No, it does not double the maintenance risk. Hybrid cars have one gasoline engine, and one (or more) electric motors. Toyota I believe, uses one of the electric motors to also start the gasoline engine (eliminating the starter motor on a traditional ICE engine). Toyota Hybrids are actually a much simpler setup than a modern turbocharged/direct injected ICE car.
Electric motors are essentially zero maintenance. Also, the gasoline engine in a hybrid is running less per mile (compared to a standard ICE car) extending its lifespan.
The Toyota Hybrid also uses what they call an E-CVT transmission. It's not related at all to traditional CVT transmission. The Toyota E-CVT uses planetary gear sets and the electric motor to vary the output speed. It has proven to be extremely reliable.
Toyota's Hybrid drivetrain likely makes Toyota cars the most reliable on the market. It has been refined over 20+ years and I am not aware of any significant issues with it.
I am somewhat of a car enthusiast. I don't own any Toyota products because I find their cars a bit boring. But, for anyone who just wants reliable transportation, I always recommend a Toyota.
Living on the outskirts of London it amazes me when I look for an old Prius on autotrader. You often see vehicles which aren't far away from half a million miles. They aren't even being sold for scrap value due to their demand in mini-cab service. It's a shame they didn't make a dent in private usage in the UK because there is a lot to be said for the underlying technology.
How much of that is because hybrids put an easier load on their engines and how much because Toyota knows how to build a reliable vehicle?
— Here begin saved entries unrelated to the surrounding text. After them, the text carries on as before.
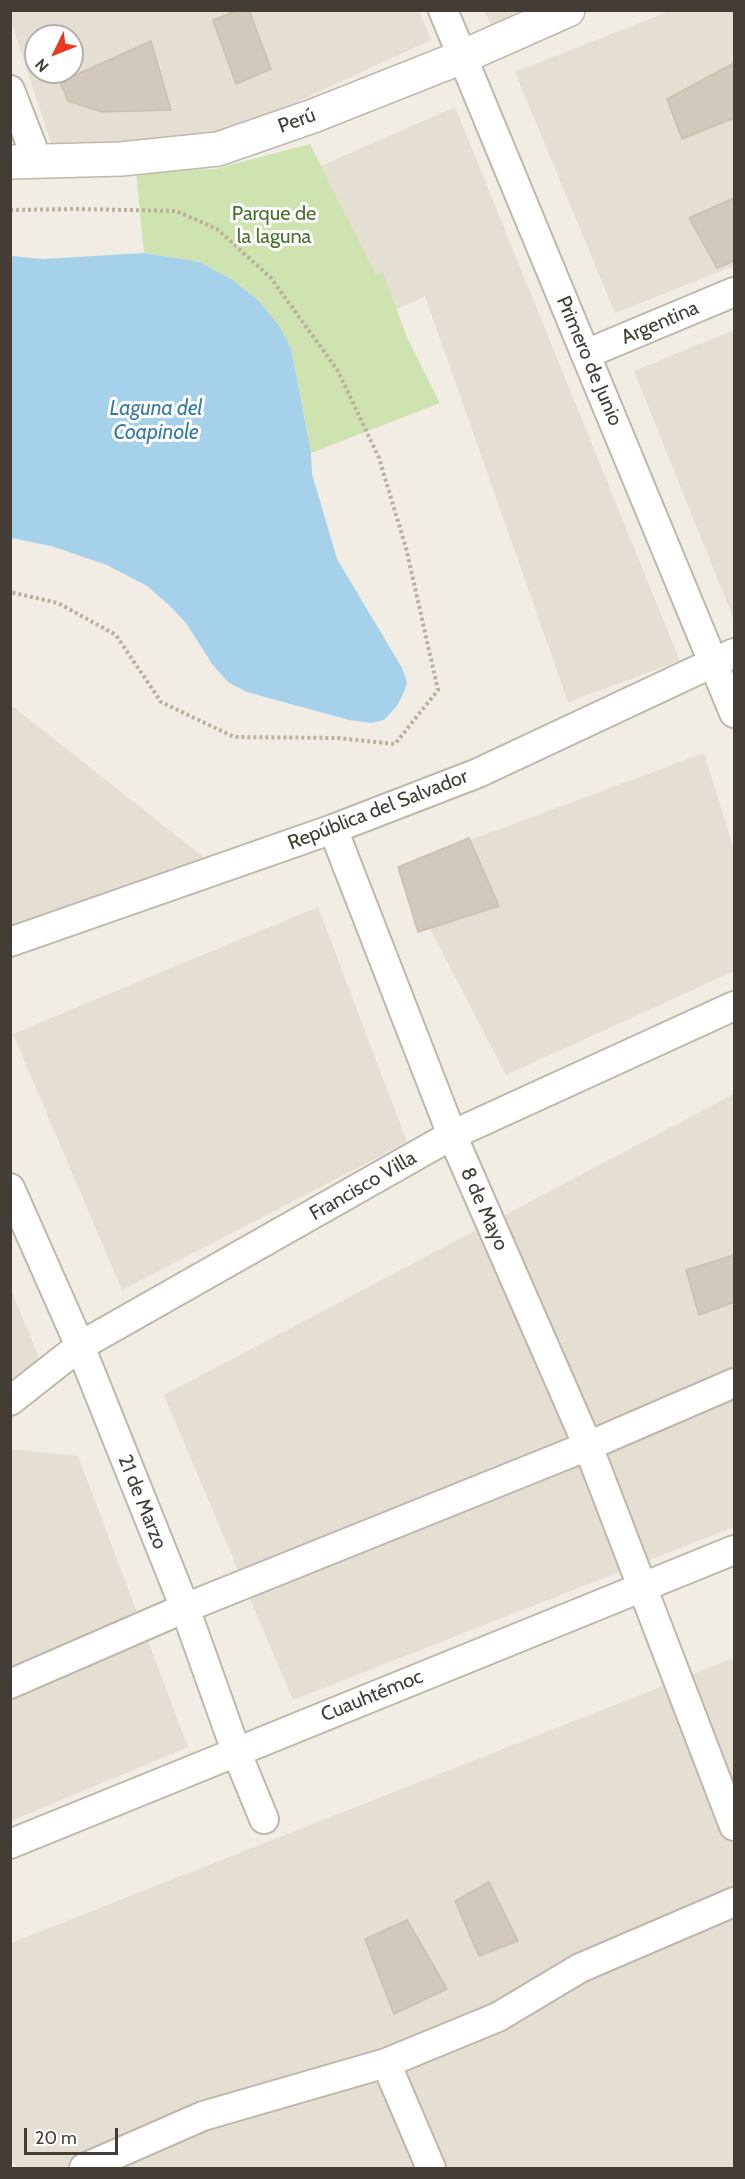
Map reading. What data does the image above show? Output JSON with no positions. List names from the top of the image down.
{
  "streets": {
    "street": [
      "Perú",
      "Argentina",
      "Primero de Junio",
      "República del Salvador",
      "Francisco Villa",
      "8 de Mayo",
      "21 de Marzo",
      "Cuauhtémoc"
    ]
  },
  "crossings": [
    ["Perú", "Primero de Junio"],
    ["Argentina", "Primero de Junio"],
    ["Primero de Junio", "República del Salvador"],
    ["República del Salvador", "8 de Mayo"],
    ["Francisco Villa", "8 de Mayo"],
    ["Francisco Villa", "21 de Marzo"],
    ["8 de Mayo", "Cuauhtémoc"],
    ["21 de Marzo", "Cuauhtémoc"]
  ],
  "water": ["Laguna del Coapinole"],
  "parks": ["Parque de la laguna"],
  "scale_bar": "20 m",
  "north": "bottom left"
}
It's both, but I imagine it's mostly because of Toyota reliability.
In fairness a Prius has no clutch, no torque convertor, no starter motor, no sliding dog clutches, no syncos, no turbo etc. It's unfortunate that people understood the Prius system as a normal car plus the electrical motive system but the reality is actually not nearly as complex.
How do you know when to change the oil on a car like this? Is there a separate odometer that keeps track of how many miles are on the ICE? It seems possible you may never use the ICE, at least in our case, so how do you know how to maintain it?
The chevy volt would run the engine on occasion to make sure oil was moving and wouldn't let the average age of gas in the tank exceed a year (if it did, it would go on a gas only mode, even if full charged until you refilled it to get the average age under a year).
The car keeps track of oil changes for you. My non hybrid car also tracks things like tire rotations and filter changes. It’s a little conservative but that’s fine IMO.
ICE wear and tear mostly is due to short trips with frequent stops when the car doesn't have time to heat up properly (ie. city driving) and when you put pressure on the gearbox
If you use the electric part in the city and the combustion engine on the highway you should get very low wear on the ICE (constant rpm/speed at highway speed = low wear and low consumption)
not every hybrid has a an electric/gas engine that can work in tandem (some do, but not a requirement0. On the Volt the gas engine wasn't attached to the wheels at all, it was just a generator for the battery.
They haven't published the fuel tank size or non-electric range (at least, I couldn't find this info easily), so I'd expect it to be similar to the BMW i3's tea cup sized fuel tank.
I'm thinking: cross town errands, 40 or 50 miles round-trip, traffic, maybe it's winter and the usual range is cut by a third... plus general headroom to reduce anxiety. ~100 miles seems like a good target for the 99th percentile of days.
I own a PHEV and it’s crazy how much it increases your quality of life. It’s so nice to be able to do local errands on electric and if I use gas, I get over 40 mpg easily which is really good for a SUV so I get about 500 mile range on a single tank. I honestly think this car fits the bill for so many families in the US. It’ll sell really well as long as dealership stops being greedy.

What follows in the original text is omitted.